The Well-Formed Web

Exploring the limits of XML and HTTP

There's gold those HTTP headers

There is a vast array of power in the HTTP headers that we currently leave untapped. The latest release of the server side of RESTLog demonstrates how easy it is to tap into that power. In this case the savings comes in bandwidth. The RSS file provided for this site contains the last 15 news items posted. On average the RSS file is 10K and with many aggregators hitting the feed once an hour 24 hours a day, with appromimately 100 people subscribed to the WellFormedWeb newsfeed that comes to about 100x24x10K or 24MB a day. Now that won't chewing up my monthly bandwidth allotment, but it can potentially be trimmed by adding support for gzip compression. The first thing we need to do is generate and store a gzip'd version of index.rss ever time we change index.rss. That is a three line addition to 'rebuildIndexFiles.py':


	output = file("index.html", "w")
	templating.transformItemsToHtml(template_file_name, itemFileNames, output)
	output = gzip.open("index.rss.z", "w", 9)
	output.write(rootNode.toxml())
	output.close()
	rootNode.unlink()
 
if __name__ == "__main__":	
	rebuild("./data/")
 

Now we just need to detect if the browser can accept gzip encoded content. That is determined by the presence of the Accept-Encoding header. If it contains as one value 'gzip' then we can returned the gzip'd version of index.rss, otherwise we drop back to the old behaviour of returning the original uncompressed file. In RESTLogImpl.py in class RootDispatch the member function GET_rss was modified as follows:


  def GET_rss(self):
    if os.environ.has_key("HTTP_ACCEPT_ENCODING") and -1 != os.environ["HTTP_ACCEPT_ENCODING"].find("gzip"):
      print "Content-Encoding: gzip"
      try:
        import msvcrt
        msvcrt.setmode(sys.stdout.fileno(),os.O_BINARY)
      except:
        pass
      dispatch.returnFileAsContent("index.rss.z", "text/xml")
    else:
      dispatch.returnFileAsContent("index.rss", "text/xml")

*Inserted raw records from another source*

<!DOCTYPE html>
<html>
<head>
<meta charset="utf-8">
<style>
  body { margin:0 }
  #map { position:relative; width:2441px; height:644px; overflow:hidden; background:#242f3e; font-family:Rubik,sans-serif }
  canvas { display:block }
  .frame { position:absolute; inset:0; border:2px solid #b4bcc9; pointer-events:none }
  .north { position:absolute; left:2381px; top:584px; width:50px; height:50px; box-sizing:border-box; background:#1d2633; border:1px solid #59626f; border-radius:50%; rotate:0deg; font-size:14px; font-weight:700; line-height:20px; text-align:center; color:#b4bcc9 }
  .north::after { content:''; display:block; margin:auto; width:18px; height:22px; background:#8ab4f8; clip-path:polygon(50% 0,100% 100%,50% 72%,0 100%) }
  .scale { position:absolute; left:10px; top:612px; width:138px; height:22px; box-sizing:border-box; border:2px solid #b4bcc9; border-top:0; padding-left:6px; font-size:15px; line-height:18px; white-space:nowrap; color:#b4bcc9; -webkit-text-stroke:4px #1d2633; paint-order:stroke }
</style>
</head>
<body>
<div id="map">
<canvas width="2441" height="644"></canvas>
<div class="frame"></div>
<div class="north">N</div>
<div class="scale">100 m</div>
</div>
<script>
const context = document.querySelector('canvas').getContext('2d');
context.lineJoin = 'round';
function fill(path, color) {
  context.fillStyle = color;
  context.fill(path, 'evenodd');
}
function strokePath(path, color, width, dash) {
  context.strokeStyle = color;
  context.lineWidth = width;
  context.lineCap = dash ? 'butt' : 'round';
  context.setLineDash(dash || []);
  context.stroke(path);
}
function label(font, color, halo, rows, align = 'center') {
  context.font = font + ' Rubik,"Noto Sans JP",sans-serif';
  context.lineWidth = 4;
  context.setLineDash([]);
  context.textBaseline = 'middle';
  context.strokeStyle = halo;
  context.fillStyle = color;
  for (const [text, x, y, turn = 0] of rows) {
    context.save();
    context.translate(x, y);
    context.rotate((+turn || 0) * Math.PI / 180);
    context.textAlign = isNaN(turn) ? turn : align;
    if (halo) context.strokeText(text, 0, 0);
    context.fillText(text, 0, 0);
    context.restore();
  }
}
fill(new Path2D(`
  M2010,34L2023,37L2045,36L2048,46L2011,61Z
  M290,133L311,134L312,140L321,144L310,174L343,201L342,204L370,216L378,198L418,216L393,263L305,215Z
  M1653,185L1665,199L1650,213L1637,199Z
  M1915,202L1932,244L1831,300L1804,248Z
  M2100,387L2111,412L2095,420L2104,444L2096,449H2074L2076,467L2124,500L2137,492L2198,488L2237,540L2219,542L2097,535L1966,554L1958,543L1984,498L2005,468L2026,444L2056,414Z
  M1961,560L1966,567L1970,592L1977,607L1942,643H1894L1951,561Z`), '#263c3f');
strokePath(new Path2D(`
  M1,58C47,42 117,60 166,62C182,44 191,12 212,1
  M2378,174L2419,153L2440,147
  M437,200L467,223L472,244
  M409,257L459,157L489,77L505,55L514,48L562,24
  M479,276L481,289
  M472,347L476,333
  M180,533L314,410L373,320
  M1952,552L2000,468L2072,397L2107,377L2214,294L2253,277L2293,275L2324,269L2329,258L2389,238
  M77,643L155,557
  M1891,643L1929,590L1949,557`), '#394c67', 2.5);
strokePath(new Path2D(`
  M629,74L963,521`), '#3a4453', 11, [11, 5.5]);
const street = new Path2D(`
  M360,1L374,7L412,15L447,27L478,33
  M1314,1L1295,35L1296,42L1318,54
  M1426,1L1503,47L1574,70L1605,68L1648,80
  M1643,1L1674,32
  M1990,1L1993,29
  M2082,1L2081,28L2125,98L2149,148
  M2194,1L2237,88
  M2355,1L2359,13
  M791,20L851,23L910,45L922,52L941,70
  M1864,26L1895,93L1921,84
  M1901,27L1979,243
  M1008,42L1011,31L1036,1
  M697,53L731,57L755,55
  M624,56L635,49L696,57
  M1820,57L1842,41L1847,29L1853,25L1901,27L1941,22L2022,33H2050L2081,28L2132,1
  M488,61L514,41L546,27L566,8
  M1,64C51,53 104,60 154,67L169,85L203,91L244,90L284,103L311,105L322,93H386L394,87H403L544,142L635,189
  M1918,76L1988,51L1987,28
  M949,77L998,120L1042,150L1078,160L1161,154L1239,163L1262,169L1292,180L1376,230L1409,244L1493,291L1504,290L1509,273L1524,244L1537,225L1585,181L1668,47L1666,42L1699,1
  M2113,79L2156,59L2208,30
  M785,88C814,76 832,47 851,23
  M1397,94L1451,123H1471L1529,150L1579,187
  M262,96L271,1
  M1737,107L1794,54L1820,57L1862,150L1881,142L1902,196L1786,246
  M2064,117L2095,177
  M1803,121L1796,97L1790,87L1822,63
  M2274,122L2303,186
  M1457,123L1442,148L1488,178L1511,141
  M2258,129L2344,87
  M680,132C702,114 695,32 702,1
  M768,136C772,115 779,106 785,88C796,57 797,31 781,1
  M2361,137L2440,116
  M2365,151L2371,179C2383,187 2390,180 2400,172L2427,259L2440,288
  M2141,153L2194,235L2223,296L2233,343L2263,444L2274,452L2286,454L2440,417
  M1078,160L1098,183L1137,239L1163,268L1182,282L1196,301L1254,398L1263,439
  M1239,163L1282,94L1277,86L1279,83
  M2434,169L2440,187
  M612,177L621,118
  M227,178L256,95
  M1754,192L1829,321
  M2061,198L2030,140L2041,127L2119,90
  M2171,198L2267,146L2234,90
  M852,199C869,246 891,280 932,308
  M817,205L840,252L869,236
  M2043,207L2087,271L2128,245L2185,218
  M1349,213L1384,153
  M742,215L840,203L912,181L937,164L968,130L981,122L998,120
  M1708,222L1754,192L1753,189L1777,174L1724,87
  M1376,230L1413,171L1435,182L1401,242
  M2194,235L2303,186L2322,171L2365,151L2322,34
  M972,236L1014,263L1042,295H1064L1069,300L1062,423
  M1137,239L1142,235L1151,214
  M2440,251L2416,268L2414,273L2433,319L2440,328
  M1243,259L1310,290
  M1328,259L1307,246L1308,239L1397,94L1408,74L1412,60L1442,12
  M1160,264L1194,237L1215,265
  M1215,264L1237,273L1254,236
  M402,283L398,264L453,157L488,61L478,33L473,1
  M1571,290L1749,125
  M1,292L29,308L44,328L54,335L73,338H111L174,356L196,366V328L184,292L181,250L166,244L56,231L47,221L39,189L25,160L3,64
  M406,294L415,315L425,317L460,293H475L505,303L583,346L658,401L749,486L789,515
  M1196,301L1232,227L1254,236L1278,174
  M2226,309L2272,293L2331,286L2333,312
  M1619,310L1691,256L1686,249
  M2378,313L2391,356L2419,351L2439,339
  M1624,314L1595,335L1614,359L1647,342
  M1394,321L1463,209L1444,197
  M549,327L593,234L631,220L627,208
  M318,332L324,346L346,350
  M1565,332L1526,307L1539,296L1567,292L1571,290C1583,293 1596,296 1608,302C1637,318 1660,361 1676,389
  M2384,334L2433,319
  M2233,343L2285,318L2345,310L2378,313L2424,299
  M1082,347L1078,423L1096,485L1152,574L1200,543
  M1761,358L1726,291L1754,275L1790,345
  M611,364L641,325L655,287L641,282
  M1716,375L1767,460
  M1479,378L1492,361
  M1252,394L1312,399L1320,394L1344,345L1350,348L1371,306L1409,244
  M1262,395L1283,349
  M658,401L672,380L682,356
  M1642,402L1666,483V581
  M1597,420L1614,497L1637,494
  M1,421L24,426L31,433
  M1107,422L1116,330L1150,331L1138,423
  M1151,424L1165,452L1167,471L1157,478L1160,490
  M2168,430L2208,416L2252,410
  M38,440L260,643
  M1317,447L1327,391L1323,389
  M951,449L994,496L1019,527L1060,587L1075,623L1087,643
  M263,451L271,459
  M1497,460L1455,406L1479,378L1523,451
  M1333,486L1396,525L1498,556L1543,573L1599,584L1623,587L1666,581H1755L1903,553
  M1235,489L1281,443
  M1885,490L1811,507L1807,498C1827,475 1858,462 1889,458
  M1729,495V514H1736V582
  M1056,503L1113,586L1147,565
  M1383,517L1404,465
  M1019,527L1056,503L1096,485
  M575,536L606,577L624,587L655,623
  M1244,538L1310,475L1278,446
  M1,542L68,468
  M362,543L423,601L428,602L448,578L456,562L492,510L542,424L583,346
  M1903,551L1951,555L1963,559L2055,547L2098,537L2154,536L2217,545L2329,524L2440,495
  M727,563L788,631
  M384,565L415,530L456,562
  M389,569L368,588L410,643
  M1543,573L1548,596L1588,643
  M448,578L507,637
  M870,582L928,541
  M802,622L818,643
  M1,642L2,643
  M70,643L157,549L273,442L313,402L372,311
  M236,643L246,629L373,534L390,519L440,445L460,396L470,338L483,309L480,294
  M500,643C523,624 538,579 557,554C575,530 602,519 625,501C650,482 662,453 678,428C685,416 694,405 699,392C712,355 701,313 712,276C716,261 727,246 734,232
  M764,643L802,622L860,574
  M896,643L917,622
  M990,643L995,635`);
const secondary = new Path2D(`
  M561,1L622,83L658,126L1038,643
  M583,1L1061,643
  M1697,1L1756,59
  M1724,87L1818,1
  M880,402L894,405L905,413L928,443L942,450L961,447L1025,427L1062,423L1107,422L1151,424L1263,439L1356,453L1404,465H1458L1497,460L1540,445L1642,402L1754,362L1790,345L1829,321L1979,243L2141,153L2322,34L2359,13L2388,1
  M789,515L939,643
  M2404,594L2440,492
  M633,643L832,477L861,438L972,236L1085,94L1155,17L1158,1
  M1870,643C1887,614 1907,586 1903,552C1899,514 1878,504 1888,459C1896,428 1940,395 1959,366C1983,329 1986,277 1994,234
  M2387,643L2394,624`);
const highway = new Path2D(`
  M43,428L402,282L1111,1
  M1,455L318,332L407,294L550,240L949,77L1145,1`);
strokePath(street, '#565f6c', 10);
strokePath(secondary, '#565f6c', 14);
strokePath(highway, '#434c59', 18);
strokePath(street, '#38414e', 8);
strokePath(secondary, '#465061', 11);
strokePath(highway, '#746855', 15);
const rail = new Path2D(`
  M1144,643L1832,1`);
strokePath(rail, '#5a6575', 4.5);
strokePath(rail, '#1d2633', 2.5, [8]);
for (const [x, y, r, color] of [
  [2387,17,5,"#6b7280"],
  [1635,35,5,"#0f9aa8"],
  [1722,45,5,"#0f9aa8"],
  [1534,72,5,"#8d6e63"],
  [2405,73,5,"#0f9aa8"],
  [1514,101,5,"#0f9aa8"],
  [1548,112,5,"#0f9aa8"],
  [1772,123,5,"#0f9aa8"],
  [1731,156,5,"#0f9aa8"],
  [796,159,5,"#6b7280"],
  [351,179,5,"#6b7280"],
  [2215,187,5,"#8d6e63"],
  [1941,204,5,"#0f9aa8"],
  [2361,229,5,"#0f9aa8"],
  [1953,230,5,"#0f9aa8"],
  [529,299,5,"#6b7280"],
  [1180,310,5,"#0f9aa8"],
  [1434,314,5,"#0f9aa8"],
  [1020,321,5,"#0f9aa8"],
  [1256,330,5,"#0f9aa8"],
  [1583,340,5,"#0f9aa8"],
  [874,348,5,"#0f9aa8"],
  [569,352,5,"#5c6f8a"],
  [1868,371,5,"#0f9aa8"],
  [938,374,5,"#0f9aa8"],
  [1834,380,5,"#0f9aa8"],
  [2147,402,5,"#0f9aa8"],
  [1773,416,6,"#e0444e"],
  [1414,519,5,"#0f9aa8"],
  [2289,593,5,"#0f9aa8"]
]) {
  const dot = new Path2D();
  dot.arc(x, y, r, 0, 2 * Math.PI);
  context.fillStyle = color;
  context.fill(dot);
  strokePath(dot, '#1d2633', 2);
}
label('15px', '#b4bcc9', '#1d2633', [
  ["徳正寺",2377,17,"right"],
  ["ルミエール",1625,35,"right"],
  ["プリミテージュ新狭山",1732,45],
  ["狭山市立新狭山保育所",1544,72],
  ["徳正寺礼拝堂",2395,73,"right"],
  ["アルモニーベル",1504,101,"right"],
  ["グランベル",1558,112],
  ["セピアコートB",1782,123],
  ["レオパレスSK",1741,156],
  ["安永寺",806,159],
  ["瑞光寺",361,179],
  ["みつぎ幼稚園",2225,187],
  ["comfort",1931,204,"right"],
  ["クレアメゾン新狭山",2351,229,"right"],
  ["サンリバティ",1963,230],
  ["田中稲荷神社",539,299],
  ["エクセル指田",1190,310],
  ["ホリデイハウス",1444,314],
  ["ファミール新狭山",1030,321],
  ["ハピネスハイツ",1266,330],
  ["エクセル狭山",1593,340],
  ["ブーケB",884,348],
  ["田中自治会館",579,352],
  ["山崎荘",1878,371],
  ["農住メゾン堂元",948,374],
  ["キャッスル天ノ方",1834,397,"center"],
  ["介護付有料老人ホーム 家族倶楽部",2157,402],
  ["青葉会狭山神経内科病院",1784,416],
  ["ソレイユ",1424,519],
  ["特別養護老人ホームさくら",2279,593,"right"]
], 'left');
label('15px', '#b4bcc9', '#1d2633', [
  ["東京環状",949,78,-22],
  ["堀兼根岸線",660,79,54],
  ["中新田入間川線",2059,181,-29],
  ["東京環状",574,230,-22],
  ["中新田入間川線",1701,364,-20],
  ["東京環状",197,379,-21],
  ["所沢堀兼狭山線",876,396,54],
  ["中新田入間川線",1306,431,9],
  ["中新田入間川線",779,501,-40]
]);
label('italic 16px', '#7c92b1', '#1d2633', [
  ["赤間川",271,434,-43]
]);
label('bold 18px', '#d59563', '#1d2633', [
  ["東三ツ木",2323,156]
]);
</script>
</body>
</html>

Note that the whole try: except: block is really just a fix for Windows, where we need to force stdout to be in binary mode to handle the gzip'd file. If you ignore that bit of detritus we really only added another three lines of code.

There were two other small changes that did not add any more lines of code but are worth mentioning. The first is the additional import of the gzip library into rebuildIndexFiles.py. The other change was in dispatch.py where the returnFileAsContent() opens the file in binary mode.

So six lines of code and now for aggregators that support gzip encoding the file transfer will be 1/3 the size. Not a bad return on investment. Similar gains can be had by applying gzip encoding to the main HTML file. Other powerful HTTP headers are If-Match and If-Modified-Since which I will be adding in support for in a future release. A nice aspect of all these headers is that they apply to any content, regardless the format.

2002-12-23 00:23 Comments (0)